22. A method for making a voltage generator for supplying at least one regulated voltage, the method comprising:

providing a bandgap reference voltage circuit comprising a load resistor, a load transistor connected to the load resistor, and a current generator comprising an output transistor for supplying a current to the load transistor via the load resistor;

providing at least one gain stage comprising a first transistor including a control terminal connected to a control terminal of the output transistor, and a second transistor connected in series to the first transistor between a supply voltage and a voltage reference, the second transistor including a control terminal connected to an output of the bandgap reference voltage circuit; and

choosing a value of the load resistor such that a conducting terminal/control terminal voltage of the load transistor varies with temperature to compensate for a variation of a control terminal/conducting terminal voltage of the second transistor as a function of temperature.

23. A method according to claim 22, further comprising choosing characteristics of the first and second transistors to obtain the at least one regulated voltage at an output of the at least one gain stage.

24. A method according to claim 22, wherein the load transistor comprises a bipolar transistor including a base, an emitter and a collector, with the collector and base being connected together so that the load transistor is configured as a diode, and with the emitter being connected to the load resistor.

25. A method according to claim 24, wherein the conducting terminal/control terminal voltage of the load transistor comprises an emitter-base voltage thereof.

26. A method according to claim 22, wherein the first and second transistors each comprises a mos transistor.

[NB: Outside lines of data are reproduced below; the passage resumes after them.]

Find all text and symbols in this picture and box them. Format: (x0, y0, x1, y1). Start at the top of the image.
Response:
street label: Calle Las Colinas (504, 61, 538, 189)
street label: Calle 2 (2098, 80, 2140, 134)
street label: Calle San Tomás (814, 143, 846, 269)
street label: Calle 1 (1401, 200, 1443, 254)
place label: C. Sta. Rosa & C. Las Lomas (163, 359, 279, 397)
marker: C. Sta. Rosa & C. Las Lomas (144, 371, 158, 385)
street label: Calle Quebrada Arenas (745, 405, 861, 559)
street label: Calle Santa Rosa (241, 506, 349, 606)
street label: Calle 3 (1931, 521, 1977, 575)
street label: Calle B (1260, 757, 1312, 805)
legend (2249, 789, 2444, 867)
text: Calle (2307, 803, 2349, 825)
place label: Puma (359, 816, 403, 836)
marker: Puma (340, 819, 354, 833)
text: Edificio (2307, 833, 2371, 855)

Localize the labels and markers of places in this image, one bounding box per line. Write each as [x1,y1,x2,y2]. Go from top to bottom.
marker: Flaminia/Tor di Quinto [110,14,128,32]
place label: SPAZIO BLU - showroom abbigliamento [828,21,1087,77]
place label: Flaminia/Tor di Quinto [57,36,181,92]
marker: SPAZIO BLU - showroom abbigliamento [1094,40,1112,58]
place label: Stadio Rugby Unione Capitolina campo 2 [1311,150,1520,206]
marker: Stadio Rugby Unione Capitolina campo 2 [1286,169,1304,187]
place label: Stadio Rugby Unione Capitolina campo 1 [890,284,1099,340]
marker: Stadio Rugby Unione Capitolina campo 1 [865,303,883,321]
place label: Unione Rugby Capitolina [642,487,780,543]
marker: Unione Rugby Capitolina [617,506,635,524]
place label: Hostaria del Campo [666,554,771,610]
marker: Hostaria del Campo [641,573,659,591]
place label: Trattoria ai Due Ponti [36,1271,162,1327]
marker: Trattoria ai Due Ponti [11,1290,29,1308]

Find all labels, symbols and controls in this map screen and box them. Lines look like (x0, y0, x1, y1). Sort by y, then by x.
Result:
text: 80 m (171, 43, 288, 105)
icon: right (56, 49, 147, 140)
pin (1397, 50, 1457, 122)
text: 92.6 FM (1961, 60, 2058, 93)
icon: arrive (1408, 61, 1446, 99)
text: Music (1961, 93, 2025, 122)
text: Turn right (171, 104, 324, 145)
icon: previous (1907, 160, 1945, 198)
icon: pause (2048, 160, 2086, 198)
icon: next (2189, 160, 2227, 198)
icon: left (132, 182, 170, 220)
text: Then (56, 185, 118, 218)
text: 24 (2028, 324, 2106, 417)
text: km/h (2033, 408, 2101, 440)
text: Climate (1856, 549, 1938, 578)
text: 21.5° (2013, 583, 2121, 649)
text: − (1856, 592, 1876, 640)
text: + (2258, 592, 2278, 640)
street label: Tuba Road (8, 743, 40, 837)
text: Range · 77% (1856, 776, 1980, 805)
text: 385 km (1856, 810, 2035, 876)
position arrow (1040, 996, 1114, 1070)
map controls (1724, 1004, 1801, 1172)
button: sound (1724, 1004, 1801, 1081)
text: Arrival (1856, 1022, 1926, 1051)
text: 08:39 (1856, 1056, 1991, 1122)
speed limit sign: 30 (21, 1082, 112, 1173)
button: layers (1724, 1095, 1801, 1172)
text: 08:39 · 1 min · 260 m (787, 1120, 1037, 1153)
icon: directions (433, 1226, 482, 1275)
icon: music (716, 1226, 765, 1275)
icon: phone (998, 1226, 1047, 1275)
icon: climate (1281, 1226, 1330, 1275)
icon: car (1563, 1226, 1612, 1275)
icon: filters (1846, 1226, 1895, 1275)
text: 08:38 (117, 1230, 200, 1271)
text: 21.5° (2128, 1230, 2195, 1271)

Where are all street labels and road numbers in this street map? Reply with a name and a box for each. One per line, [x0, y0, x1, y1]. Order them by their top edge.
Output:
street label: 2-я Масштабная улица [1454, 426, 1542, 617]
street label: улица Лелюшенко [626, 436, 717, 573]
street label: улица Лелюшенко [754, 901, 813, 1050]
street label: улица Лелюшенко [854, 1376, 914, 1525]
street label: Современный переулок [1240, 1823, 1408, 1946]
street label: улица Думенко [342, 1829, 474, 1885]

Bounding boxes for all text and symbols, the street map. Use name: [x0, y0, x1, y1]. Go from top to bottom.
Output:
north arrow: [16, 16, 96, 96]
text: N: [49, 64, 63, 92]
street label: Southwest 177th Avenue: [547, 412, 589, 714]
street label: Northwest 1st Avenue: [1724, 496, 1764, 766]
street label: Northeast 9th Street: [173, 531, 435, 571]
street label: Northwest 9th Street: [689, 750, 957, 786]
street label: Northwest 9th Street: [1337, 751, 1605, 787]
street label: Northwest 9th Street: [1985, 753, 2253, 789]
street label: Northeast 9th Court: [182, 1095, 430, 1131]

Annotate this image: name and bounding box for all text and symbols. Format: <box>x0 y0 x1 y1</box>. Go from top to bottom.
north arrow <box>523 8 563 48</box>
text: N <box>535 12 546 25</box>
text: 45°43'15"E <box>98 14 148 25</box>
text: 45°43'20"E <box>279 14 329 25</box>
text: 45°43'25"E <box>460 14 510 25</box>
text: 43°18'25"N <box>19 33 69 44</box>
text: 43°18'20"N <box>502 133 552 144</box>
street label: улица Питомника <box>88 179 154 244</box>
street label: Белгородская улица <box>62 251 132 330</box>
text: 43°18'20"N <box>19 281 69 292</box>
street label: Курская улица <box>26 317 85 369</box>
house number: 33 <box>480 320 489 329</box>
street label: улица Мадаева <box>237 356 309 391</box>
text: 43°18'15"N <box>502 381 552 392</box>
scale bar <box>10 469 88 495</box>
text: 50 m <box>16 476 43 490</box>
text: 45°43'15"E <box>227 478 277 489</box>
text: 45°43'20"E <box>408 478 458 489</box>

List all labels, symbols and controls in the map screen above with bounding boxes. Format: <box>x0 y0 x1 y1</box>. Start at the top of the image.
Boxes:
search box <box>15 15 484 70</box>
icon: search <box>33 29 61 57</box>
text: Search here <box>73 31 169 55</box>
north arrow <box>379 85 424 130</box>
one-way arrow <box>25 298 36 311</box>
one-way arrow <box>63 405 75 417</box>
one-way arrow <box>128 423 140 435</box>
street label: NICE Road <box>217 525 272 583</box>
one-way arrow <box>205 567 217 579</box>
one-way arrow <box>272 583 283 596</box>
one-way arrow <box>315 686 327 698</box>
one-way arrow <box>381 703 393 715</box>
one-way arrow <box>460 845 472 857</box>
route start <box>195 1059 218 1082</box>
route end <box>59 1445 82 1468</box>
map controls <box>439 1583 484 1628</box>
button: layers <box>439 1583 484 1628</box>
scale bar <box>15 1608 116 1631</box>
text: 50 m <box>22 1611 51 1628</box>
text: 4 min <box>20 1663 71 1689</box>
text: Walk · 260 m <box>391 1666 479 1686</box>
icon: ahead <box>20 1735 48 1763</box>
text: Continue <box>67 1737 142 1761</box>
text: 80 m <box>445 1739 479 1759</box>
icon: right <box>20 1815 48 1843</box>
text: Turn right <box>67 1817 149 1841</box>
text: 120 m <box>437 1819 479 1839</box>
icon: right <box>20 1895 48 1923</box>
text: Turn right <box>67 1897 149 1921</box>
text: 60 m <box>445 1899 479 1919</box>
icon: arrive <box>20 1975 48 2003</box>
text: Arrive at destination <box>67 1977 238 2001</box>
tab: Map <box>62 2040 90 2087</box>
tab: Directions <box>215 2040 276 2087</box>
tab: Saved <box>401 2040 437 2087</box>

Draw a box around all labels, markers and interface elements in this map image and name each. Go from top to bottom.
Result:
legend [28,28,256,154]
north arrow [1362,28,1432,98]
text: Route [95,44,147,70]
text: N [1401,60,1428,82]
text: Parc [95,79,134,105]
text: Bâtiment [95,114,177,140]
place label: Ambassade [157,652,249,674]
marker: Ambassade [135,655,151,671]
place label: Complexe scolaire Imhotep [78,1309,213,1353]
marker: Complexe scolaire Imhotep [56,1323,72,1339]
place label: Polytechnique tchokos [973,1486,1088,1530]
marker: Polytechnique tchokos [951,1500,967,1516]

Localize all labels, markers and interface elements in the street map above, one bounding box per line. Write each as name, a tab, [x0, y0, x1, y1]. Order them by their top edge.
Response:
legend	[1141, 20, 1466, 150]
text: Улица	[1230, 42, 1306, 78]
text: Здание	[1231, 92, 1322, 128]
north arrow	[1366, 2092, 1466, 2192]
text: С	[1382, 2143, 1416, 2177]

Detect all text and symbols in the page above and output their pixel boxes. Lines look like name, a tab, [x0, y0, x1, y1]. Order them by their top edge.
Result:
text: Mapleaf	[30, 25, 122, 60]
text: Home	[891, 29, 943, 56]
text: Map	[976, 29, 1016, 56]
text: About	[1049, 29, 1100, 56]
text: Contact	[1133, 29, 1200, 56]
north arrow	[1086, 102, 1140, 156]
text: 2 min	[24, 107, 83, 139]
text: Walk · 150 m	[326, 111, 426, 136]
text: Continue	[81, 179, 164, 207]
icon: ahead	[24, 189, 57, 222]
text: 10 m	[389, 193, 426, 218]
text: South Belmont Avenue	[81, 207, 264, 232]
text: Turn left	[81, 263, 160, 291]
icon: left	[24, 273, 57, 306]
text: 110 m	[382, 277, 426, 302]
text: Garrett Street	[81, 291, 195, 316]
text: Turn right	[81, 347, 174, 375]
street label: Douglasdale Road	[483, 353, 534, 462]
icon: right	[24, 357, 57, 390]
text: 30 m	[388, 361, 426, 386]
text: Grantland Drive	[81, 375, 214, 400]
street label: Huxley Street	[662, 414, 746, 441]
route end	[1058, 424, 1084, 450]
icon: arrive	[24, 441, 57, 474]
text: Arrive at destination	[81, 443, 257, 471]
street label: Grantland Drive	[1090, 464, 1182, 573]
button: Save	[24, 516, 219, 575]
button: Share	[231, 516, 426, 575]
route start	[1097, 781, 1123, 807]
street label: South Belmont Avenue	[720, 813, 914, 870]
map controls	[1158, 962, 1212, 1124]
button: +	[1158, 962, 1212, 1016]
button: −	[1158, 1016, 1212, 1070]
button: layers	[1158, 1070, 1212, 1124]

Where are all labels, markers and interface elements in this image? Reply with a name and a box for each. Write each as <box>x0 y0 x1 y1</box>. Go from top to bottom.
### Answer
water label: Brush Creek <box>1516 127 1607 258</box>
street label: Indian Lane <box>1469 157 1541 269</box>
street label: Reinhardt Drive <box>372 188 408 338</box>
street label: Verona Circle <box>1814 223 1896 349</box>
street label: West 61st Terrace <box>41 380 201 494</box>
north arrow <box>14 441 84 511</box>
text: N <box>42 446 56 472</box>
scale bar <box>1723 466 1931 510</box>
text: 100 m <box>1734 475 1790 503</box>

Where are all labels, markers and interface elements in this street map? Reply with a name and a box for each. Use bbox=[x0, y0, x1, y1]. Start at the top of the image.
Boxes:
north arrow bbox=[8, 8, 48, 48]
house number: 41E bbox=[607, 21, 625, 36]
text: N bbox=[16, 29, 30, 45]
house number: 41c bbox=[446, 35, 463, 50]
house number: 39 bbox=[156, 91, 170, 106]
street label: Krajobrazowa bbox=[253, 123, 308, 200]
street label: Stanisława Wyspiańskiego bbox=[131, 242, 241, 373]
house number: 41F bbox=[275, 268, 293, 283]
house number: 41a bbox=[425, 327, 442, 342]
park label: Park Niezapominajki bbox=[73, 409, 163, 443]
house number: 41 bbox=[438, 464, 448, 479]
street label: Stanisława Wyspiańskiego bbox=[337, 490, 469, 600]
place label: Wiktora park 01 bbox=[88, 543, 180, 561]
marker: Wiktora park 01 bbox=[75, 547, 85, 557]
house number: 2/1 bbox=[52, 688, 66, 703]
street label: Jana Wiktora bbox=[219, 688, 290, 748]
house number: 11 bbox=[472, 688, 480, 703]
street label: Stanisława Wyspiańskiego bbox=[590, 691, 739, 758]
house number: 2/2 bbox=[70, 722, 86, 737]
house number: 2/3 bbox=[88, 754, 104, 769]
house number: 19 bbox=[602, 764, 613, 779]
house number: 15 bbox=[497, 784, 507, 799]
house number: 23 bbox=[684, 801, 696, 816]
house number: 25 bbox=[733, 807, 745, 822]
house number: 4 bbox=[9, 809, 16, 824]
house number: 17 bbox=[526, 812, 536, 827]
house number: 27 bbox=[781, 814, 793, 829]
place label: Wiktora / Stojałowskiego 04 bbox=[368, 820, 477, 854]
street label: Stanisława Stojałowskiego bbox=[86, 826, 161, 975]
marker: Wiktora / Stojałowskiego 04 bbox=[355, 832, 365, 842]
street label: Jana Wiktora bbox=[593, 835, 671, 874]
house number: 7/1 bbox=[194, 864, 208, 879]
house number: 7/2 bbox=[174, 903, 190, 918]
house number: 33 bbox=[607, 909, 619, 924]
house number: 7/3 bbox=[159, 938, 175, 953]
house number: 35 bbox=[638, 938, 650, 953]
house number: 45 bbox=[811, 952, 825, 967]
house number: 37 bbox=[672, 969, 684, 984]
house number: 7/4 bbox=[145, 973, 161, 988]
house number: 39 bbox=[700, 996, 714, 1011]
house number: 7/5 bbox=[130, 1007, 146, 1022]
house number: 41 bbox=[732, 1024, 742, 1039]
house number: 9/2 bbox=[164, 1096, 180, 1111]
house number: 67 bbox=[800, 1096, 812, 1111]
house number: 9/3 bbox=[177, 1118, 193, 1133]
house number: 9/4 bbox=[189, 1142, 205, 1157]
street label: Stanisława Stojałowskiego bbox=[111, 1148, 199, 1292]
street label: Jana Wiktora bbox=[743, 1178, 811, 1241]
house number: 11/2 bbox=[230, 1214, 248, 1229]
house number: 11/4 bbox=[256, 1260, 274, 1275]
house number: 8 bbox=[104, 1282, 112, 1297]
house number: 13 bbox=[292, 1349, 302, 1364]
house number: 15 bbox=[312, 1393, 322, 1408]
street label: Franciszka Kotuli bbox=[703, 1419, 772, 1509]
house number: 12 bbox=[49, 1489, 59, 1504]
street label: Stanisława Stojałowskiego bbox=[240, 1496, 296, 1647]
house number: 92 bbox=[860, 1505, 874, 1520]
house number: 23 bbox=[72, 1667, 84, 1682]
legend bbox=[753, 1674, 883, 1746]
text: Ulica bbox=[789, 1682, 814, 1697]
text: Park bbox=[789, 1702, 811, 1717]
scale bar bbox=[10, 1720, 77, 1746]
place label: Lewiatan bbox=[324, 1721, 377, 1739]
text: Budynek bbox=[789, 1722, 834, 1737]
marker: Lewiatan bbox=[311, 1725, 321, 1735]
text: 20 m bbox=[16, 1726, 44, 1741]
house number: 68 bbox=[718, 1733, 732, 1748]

27. A method according to claim 26, wherein the second mos transistor includes a gate and a source, and wherein the control terminal/conducting terminal voltage of the second mos transistor comprises a gate-source voltage thereof.

28. A method according to claim 22, wherein the characteristics (η₂) of the first and second transistors are defined by the formula:

η₂≈0.4[(V_G2-V_EBV_T7)-T₀(δV_EB/δT)]/[I_GT(T₀)]

in which:

V_G2 is a value of the at least one regulated voltage to be obtained,

V_EB is the conducting terminal/control terminal voltage of the load transistor,

V_T7 is a threshold voltage of the second transistor M7,

T₀ is a reference temperature,

I_GT is a current supplied by the current generator, and

δV_EB/δT is a variation of the conducting terminal/control terminal voltage of the load transistor voltage V_EB as a function of temperature T.

29. A method according to claim 22, wherein the value of the load resistor (R₂) is defined by the formula:

R₂=0.2[3(V_G2-V_EB+V_T7)+2T₀(δV_EB/δT)]/[I_GT(T₀)].

30. A method according to claim 22, wherein the at least one gain stage comprises a plurality of gain stages, with each gain stage providing a respective regulated voltage, the method further comprising:

connecting a multiplexing circuit to the plurality of gain stages for receiving the plurality of regulated voltages; and

connecting a control circuit to the multiplexing circuit for selecting one of the plurality of regulated voltages for output.

31. A method according to claim 30, further comprising connecting a power amplifier to an output of the multiplexing circuit for amplifying the regulated voltage selected by the control circuit.